Input material below:

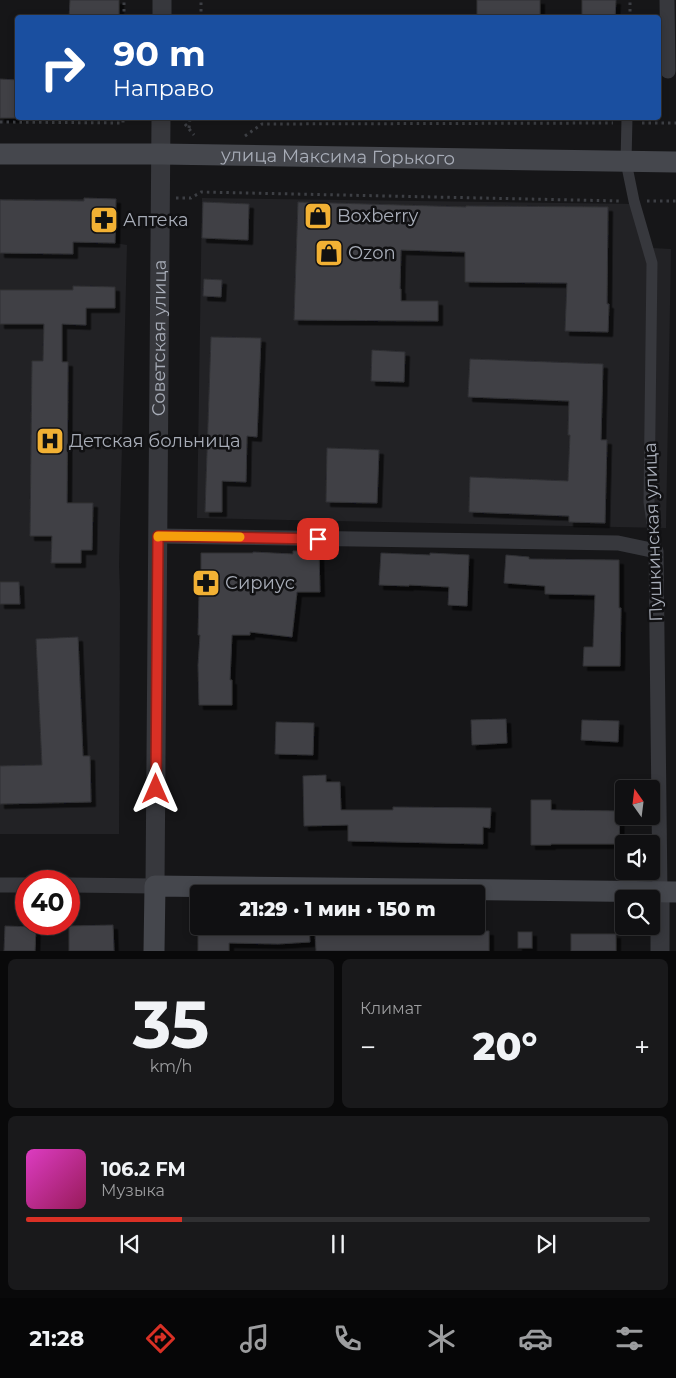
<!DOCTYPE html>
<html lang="ru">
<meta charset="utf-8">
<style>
:root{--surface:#101012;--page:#19191b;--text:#f1f3f6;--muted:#9c9d9f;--line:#303032;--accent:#d93025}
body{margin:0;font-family:Montserrat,sans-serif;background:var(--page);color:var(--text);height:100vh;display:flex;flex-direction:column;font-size:19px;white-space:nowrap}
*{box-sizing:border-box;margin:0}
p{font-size:16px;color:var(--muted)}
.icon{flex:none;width:28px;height:28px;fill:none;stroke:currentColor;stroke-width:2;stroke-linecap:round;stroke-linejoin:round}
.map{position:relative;height:951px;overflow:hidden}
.drawer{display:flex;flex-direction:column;gap:8px;padding:8px;background:#09090a;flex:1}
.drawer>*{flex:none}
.top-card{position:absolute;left:15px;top:15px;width:646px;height:105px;border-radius:5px;box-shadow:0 2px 8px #0003,0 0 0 1px var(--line);background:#1a4fa0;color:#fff;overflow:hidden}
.needle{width:32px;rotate:346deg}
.buttons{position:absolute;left:615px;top:780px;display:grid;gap:10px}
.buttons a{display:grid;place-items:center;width:45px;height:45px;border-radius:5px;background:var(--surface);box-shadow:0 2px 8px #0003,0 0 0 1px var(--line);font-size:25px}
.speed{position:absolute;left:15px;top:870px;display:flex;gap:10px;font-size:25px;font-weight:700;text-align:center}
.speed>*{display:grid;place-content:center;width:65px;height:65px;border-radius:50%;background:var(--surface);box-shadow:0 2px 8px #0003,0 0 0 1px var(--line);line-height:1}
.speed .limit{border:8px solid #d22;background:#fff;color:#111}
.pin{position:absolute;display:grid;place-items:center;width:42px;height:42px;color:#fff;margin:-21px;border-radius:10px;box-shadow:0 2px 8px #0006}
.me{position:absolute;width:55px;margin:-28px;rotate:0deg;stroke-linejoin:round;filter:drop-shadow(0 0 4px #0008)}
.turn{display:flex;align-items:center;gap:18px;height:105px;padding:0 15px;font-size:22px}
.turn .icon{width:65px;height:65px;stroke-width:2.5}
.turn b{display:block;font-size:35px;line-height:42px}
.big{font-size:38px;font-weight:800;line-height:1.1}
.drawer .widget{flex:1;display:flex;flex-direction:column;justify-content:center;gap:8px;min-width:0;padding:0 18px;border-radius:8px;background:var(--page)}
.drawer .dial{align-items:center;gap:0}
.dial b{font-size:65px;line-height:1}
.song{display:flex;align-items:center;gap:15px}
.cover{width:60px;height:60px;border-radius:8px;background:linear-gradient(135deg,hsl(310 70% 55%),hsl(330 70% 35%))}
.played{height:5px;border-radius:2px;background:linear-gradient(90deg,var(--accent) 25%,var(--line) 25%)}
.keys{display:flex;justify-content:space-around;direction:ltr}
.heat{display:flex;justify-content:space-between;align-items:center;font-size:28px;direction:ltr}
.drawer .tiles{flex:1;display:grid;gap:8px;grid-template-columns:1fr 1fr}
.widget:last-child{grid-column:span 2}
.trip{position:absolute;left:190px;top:885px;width:295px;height:50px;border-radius:5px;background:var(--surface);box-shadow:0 2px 8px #0003,0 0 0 1px var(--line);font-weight:800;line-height:50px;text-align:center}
.menu{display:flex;height:80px;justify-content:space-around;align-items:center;background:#060607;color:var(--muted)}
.menu .icon{width:35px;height:35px}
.menu .selected{color:var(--accent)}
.menu b{font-size:22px;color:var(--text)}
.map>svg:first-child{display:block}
.built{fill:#222225}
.building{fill:#404145;stroke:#303034;filter:url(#shadow)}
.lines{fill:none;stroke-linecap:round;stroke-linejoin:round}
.path{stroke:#3d3f44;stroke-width:3;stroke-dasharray:2.5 4;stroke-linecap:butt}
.pedestrian{stroke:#37383d;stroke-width:11}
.minor{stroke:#37383d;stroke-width:15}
.tertiary{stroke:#37383d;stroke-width:19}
.secondary{stroke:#45474d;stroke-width:21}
.route-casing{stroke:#8d1f18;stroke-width:12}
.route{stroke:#d93025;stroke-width:9}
.slow{stroke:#f59e0b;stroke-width:9}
.labels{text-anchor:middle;stroke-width:5;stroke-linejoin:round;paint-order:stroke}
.street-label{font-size:18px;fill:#a8adb8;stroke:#111113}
.poi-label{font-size:18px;fill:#a8adb8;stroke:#111113;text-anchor:start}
</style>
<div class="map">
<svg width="676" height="951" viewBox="0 0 676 951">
<defs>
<filter id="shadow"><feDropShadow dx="4.5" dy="4.5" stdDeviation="0" flood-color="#0009"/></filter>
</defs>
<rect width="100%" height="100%" fill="#161618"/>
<g class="built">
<path d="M 202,198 L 638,204 L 652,248 L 671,249 L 666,528 L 197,518 Z"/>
<path d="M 0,199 L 116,199 L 115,243 L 127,245 L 119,566 L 120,593 L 119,834 L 0,834 Z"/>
</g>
<g class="building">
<path d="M 70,0 L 119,0 L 119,18 L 69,18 Z"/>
<rect x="477" y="0" width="63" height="18"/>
<path d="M 582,0 L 616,0 L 615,18 L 582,18 Z"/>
<path d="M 0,79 L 18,80 L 18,118 L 0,118 Z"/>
<path d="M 84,198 L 116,199 L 115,243 L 73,242 L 73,254 L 0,253 L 0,200 L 84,201 Z"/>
<path d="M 203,202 L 249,204 L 248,240 L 202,238 Z"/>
<path d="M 298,202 L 466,207 L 466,206 L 608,207 L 607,304 L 609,304 L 608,332 L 565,331 L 567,283 L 465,282 L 465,252 L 401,250 L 400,289 L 401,289 L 401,301 L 438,301 L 438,321 L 294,320 Z"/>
<path d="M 204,279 L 222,280 L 221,297 L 203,296 Z"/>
<path d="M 73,286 L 115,287 L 115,308 L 86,308 L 86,325 L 62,324 L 62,362 L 68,362 L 67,503 L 93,503 L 92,550 L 81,550 L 81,563 L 51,563 L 52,536 L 30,536 L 32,361 L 43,361 L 44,324 L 0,324 L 0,290 L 73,290 Z"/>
<path d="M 211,337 L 261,338 L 257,437 L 247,436 L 246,482 L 222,481 L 222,512 L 205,512 Z"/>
<path d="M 372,350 L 405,352 L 404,382 L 371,381 Z"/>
<path d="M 470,359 L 603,364 L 601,440 L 607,440 L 605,523 L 569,522 L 569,516 L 469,512 L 470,477 L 568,481 L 570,435 L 568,435 L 569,401 L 468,397 Z"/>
<path d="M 327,448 L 379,450 L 377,503 L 326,502 Z"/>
<path d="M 293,551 L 319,551 L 320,592 L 297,592 L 292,637 L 250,632 L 250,635 L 232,635 L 230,680 L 232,680 L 232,705 L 199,705 L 198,665 L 200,635 L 198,635 L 199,595 L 201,595 L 201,553 L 253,553 L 253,552 L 293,554 Z"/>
<path d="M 381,553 L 430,555 L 430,553 L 469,555 L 467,606 L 448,605 L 449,587 L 409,585 L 409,586 L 379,585 Z"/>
<path d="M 506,555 L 529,557 L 529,559 L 619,560 L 619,608 L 621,608 L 620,666 L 583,666 L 584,647 L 593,647 L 595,595 L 545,594 L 545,586 L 504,583 Z"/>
<path d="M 0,582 L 19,582 L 20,604 L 0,604 Z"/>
<path d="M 78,637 L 83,756 L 90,756 L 91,802 L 0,804 L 0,766 L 42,765 L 36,639 Z"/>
<path d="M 506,719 L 507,743 L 472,745 L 471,720 Z"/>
<path d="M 582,720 L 619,721 L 618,742 L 581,740 Z"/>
<path d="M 276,722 L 314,723 L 313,755 L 275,754 Z"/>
<path d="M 326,775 L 326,782 L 340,782 L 341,810 L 393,810 L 393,807 L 491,808 L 490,828 L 483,827 L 483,844 L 348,841 L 348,825 L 304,826 L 303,776 Z"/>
<path d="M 531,800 L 551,800 L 551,810 L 620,811 L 619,844 L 551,844 L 551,845 L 531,845 Z"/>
<path d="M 113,925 L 114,951 L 69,951 L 69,926 Z"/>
<path d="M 5,926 L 36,927 L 35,951 L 4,951 Z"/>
<path d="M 198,926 L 262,927 L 262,931 L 309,928 L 310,942 L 278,944 L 229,943 L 229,951 L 198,951 Z"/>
<path d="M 332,929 L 332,930 L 397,929 L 397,932 L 489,931 L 489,951 L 316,951 L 315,930 Z"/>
<rect x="518" y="932" width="14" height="16"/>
<rect x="571" y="934" width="45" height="17"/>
</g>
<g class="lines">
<g class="path">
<path d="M 124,18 L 124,0"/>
<path d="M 201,18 L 201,0"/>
<path d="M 630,18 L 630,0"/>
<path d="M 0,122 L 123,123 L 123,118"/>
<path d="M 642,123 L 676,123"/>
<path d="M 185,124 L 194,135"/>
<path d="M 189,128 L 190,118"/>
<path d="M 245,136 L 262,124 L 613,123"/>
<path d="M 176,198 L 191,198 L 201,192 L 621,201"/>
<path d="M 647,201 L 676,201"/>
</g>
<path class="pedestrian" d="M 627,118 L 626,162 L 634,201 L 652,263 L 649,502 L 656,551"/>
<g class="minor">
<path d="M 667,0 L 668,71"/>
<path d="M 158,536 L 618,543 L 656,551 L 660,892"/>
<path d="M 0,885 L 26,885"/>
<path d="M 69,885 L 155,886"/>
</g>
<g class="tertiary">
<path d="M 162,18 L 162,0"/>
<path id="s1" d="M 155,886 L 161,118"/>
<path d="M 660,951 L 660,892"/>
</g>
<g class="secondary">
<path id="s2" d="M 0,154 L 161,154 L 676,162"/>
<path d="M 154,951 L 155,886 L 676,892"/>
</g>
</g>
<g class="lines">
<defs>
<path id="route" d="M 156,789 L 158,536 L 318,539"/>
</defs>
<use href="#route" class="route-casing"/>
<use href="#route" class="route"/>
<path class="slow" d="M 158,537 L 158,536 L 240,537"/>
</g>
<defs>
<symbol id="shop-square" viewBox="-11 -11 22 22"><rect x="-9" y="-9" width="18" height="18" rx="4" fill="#f2b134" stroke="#111113"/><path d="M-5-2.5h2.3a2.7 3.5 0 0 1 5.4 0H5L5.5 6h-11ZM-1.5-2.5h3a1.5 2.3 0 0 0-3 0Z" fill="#111"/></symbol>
<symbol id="pharmacy-square" viewBox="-11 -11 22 22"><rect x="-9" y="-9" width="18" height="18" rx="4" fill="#f2b134" stroke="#111113"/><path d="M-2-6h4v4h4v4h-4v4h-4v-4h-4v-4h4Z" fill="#111"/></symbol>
<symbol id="hospital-square" viewBox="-11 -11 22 22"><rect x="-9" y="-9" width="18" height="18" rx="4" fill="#f2b134" stroke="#111113"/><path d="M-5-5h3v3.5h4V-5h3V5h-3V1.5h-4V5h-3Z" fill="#111"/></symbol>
</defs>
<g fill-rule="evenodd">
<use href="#shop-square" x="302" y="200" width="32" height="32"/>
<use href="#pharmacy-square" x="88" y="204" width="32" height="32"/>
<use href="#shop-square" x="313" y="237" width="32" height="32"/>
<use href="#hospital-square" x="34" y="425" width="32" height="32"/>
<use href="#pharmacy-square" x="190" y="567" width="32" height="32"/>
</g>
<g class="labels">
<g class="street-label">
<text dy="6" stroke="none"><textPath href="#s2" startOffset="338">улица Максима Горького</textPath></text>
<text dy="6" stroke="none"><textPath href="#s1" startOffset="548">Советская улица</textPath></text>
<text transform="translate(653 532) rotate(-92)" y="6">Пушкинская улица</text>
</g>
<g class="poi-label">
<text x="337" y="222">Boxberry</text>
<text x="123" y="226">Аптека</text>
<text x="348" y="259">Ozon</text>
<text x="69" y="447">Детская больница</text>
<text x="225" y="589">Сириус</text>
</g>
</g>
</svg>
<div class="buttons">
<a><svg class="needle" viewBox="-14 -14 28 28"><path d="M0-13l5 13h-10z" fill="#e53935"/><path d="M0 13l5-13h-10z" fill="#9c9d9f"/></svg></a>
<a><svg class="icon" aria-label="sound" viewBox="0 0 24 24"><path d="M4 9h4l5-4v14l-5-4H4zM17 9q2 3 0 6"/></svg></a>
<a><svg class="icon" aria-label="search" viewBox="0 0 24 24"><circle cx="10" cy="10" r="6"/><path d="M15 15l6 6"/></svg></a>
</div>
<div class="speed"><div class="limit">40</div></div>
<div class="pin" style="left:318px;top:539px;background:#d93025"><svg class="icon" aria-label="arrive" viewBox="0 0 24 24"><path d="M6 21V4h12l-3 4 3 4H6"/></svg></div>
<svg class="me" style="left:156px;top:789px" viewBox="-20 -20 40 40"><path d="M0-17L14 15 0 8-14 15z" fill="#d93025" stroke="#fff" stroke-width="4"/></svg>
<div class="trip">21:29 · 1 мин · 150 m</div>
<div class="top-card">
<div class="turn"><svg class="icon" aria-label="right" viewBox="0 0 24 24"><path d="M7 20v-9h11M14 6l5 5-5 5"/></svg><div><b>90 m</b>Направо</div></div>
</div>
</div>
<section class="drawer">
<div class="tiles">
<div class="widget dial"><b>35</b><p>km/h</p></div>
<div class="widget"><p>Климат</p>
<div class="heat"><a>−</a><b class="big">20°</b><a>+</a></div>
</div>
<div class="widget">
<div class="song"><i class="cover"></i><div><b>106.2 FM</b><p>Музыка</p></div></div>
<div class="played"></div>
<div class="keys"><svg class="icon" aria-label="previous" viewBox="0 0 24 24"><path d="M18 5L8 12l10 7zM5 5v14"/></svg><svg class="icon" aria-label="pause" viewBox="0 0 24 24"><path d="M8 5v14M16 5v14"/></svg><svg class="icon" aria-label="next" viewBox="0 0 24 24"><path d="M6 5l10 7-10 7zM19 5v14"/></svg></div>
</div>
</div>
</section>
<nav class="menu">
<b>21:28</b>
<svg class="icon selected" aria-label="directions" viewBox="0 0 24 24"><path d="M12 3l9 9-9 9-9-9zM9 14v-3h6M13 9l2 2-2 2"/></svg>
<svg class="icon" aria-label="music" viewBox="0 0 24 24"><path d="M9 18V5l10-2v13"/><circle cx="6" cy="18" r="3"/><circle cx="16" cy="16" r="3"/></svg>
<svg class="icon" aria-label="phone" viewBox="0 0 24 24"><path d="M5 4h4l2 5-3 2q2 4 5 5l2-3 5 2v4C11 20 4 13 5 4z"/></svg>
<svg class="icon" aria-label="climate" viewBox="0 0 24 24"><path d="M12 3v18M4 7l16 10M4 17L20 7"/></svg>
<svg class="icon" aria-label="car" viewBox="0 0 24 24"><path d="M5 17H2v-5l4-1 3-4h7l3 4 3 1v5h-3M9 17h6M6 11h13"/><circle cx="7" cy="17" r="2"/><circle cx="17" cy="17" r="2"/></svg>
<svg class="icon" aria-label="filters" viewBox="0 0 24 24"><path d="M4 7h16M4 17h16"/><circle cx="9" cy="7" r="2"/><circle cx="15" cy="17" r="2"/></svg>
</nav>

End of Input material.

Activity
Search the listing above for the string "speed" and return each line it appears on.

Output of the task
.speed{position:absolute;left:15px;top:870px;display:flex;gap:10px;font-size:25px;font-weight:700;text-align:center}
.speed>*{display:grid;place-content:center;width:65px;height:65px;border-radius:50%;background:var(--surface);box-shadow:0 2px 8px #0003,0 0 0 1px var(--line);line-height:1}
.speed .limit{border:8px solid #d22;background:#fff;color:#111}
<div class="speed"><div class="limit">40</div></div>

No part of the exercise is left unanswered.